▶ **WHAT IS NEEDED**: Where a line in the material below has the string "page", please report it.

▶ **PROVIDED RECORDS**:
---------------
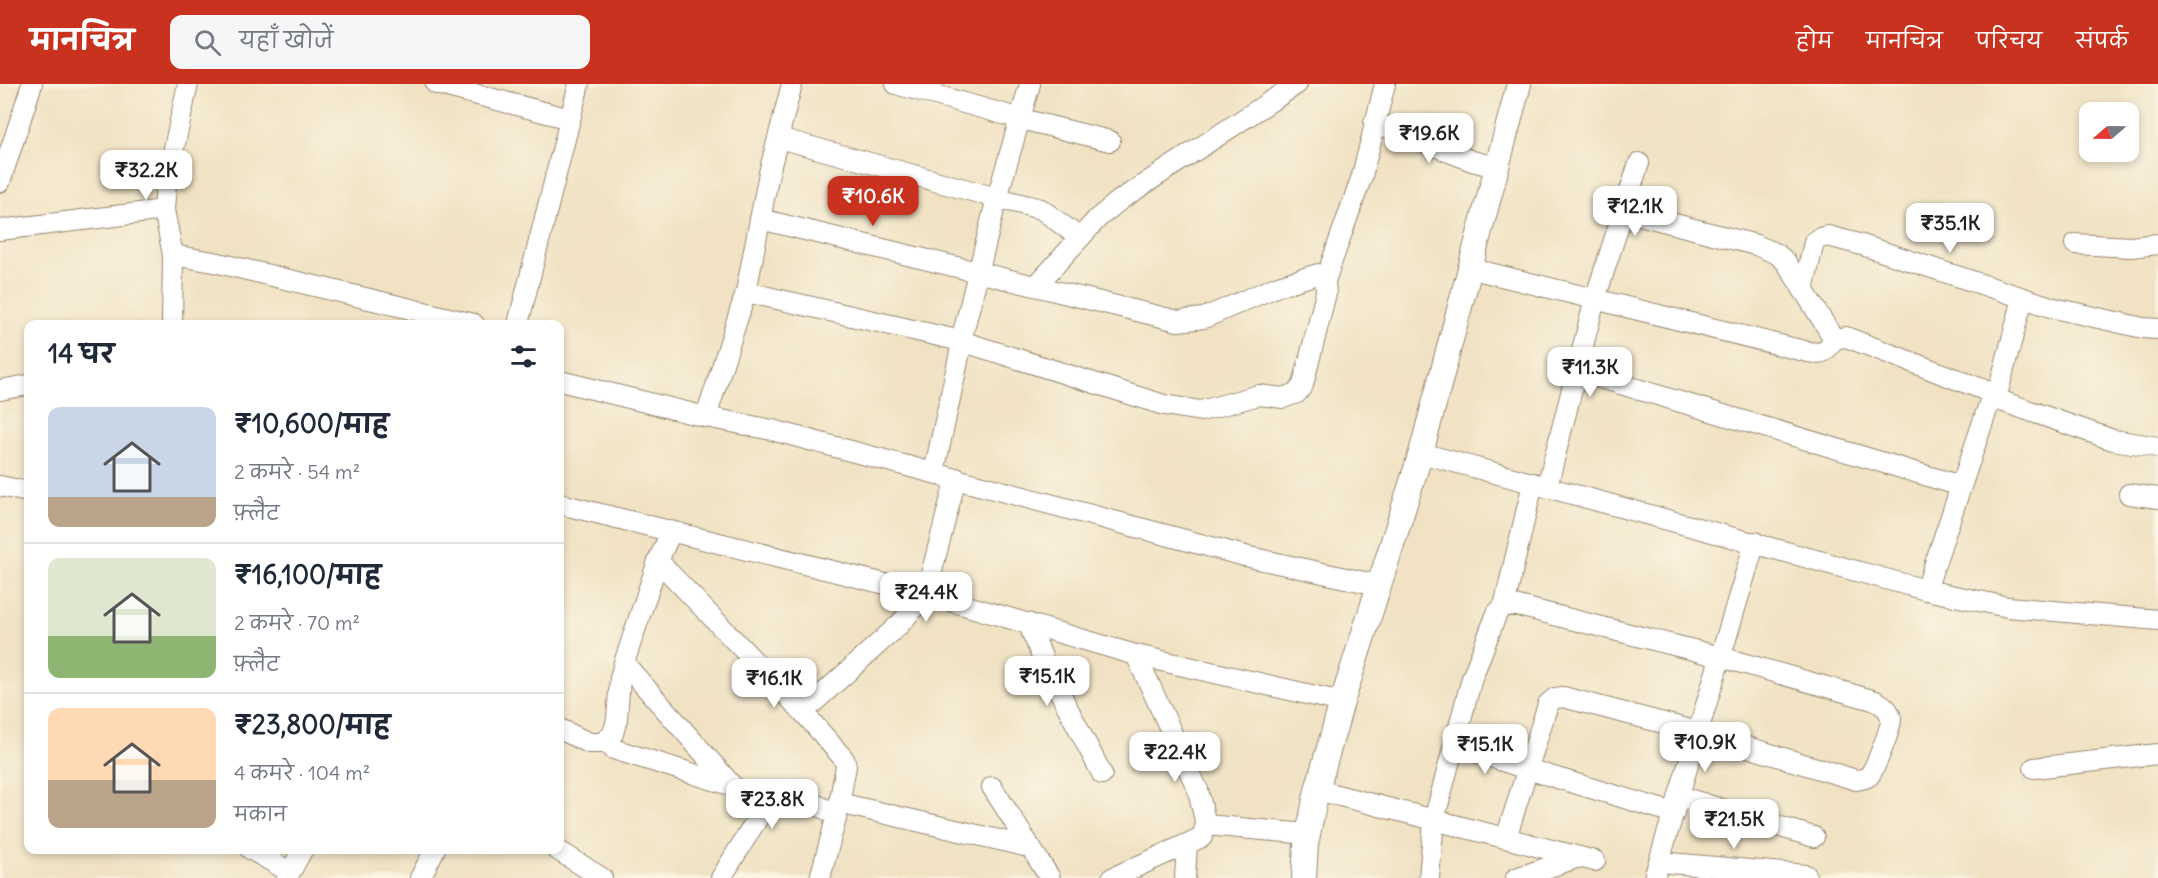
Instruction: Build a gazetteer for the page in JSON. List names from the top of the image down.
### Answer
{
  "north": "left",
  "page": {
    "header": "मानचित्र",
    "search": "यहाँ खोजें",
    "nav": [
      "होम",
      "मानचित्र",
      "परिचय",
      "संपर्क"
    ],
    "price": [
      "₹19.6K",
      "₹32.2K",
      "₹10.6K",
      "₹12.1K",
      "₹35.1K",
      "₹11.3K",
      "₹24.4K",
      "₹15.1K",
      "₹16.1K",
      "₹10.9K",
      "₹15.1K",
      "₹22.4K",
      "₹23.8K",
      "₹21.5K"
    ],
    "heading": "14 घर",
    "list": [
      {
        "name": "₹10,600/माह",
        "note": "2 कमरे · 54 m² · फ़्लैट"
      },
      {
        "name": "₹16,100/माह",
        "note": "2 कमरे · 70 m² · फ़्लैट"
      },
      {
        "name": "₹23,800/माह",
        "note": "4 कमरे · 104 m² · मकान"
      }
    ]
  }
}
---------------
▶ **EXERCISE ANSWER**:
Instruction: Build a gazetteer for the page in JSON. List names from the top of the image down.
  "page": {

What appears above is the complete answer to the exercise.